Tirelessly Reinventing the Wheel pt 2: Learning What a Tween Is
Instead: when I was working on those camera moves, I made a little node called AnimationHelper to help run all of the interpolation math required to do animation properly. It’ll do a nice little bounce for me if I want. It’s got three entire easings,
Then, while I was watching YouTube videos about popular Godot plugins, it talked about Anima, a more powerful plugin replacement for the built-in Godot Tween class.
The fuck is Godot’s Tween class?
… oh, look, a little helper function to run interpolation for me.
I guess, on one hand, I feel like a schmuck for building this myself out of code when a tool already existed. Obviously a game engine is going to have a built-in interpolation library, right? In retrospect I should have looked for it rather than building my own. In my defense, though, I am really, really not a video game programmer.

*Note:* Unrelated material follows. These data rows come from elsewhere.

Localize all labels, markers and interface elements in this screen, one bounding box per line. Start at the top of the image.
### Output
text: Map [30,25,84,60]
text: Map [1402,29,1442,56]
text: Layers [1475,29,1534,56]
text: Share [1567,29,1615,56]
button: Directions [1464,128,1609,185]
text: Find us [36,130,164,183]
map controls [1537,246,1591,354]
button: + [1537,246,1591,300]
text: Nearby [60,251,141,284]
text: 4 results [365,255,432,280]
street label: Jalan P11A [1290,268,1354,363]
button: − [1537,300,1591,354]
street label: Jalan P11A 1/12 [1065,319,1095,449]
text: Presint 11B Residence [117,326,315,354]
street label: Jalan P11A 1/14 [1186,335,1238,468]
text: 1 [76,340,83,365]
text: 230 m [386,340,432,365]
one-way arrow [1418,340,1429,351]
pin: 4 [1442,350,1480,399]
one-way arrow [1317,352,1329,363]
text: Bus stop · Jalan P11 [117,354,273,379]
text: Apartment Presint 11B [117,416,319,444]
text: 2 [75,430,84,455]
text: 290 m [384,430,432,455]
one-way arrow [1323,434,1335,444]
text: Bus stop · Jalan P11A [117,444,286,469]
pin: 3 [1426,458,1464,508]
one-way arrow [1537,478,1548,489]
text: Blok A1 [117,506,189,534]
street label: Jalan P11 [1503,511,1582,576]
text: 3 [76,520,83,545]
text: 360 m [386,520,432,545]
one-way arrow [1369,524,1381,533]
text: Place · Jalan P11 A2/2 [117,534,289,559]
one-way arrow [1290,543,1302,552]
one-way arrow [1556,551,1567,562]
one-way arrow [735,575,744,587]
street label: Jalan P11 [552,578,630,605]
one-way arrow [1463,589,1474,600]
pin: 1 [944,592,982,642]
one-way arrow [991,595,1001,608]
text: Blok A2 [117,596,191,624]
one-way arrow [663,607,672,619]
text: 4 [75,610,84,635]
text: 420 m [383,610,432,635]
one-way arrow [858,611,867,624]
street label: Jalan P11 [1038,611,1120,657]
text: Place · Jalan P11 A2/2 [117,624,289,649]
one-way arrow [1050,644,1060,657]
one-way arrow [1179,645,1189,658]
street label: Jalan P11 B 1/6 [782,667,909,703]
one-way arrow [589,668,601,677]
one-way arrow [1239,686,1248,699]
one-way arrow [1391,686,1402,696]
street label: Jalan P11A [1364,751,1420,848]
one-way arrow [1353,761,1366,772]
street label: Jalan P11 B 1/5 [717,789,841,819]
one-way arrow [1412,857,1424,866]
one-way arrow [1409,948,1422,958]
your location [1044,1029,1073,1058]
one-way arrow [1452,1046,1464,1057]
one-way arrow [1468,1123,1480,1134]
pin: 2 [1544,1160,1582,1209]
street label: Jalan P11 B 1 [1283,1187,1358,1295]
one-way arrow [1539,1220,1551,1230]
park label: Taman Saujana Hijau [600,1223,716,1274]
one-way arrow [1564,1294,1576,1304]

On the other hand, like that one time a decade ago that I built my own little command-line tool to automate the creation and synchronization of local development virtual machines, only to discover a recently-developed tool that did that exact same thing, but way better: initial feeling, frustration, but after not too much introspection, not only am I delighted that this much more well-developed toolchain exists, I’m also happy that I understand it way, way better now. Fuck yeah, gonna go learn Anima.
“Build it yourself by accident, then discover the tool that does it way better and makes your job 1000% easier” is, in my experience, one of the better ways to learn things.